O tilintar aparatoso de uma chave a rodar na fechadura despertou Tomás do longo torpor em que se encontrava mergulhado. O ferrolho emitiu diques sucessivos até a porta se abrir e um homem baixo de barba pontiaguda emergir do outro lado e espreitar o recluso.

"Vista isto", disse o iraniano, atirando um saco de plástico azul para o chão da minúscula cela.

O historiador acocorou-se e abriu o saco. Lá dentro encontravam-se as suas roupas, todas amarrotadas e amontoadas umas nas outras. Com a porta entreaberta, viu pela primeira vez em muito tempo a luz do dia espreitar num canto e teve vontade de desatar a correr e abraçar o sol, encher os pulmões de ar e viver aquele dia em toda a plenitude.

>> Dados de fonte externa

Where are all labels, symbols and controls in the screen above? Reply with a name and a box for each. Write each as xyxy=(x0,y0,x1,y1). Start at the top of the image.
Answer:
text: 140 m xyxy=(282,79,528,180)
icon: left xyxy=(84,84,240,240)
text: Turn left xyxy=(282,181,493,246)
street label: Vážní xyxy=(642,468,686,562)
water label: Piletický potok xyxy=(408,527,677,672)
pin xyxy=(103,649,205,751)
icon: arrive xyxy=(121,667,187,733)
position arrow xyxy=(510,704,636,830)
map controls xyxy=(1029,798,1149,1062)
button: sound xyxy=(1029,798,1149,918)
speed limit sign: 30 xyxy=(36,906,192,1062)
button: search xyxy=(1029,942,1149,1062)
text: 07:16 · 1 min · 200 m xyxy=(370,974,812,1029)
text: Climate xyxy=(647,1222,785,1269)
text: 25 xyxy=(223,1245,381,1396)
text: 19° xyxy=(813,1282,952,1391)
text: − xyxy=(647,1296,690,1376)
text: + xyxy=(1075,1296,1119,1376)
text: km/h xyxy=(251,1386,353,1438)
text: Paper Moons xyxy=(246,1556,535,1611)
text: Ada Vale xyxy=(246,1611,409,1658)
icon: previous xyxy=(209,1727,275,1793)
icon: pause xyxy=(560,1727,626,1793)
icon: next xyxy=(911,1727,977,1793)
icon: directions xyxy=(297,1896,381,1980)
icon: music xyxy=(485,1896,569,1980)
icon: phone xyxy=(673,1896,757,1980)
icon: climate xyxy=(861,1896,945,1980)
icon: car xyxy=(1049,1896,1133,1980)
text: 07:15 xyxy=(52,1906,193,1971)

"Depressa", resmungou o homem, que se apercebera da forma sonhadora como Tomás contemplava a luz natural que entrava no corredor. "Despache-se."

"Sim, sim, já vou."

O historiador vestiu-se e calçou-se em dois minutos, ansioso por agarrar aquela oportunidade que inesperadamente lhe concediam de sair do caixão e respirar ar fresco. Mesmo que fosse para um duro interrogatório, mesmo que o submetessem ao chicken kebab de que lhe falara o velho preso que conhecera quando entrou na cadeia de Evin, tudo era melhor do que permanecer mais uma hora naquele sítio terrível, qualquer tortura era preferível a continuar enterrado vivo.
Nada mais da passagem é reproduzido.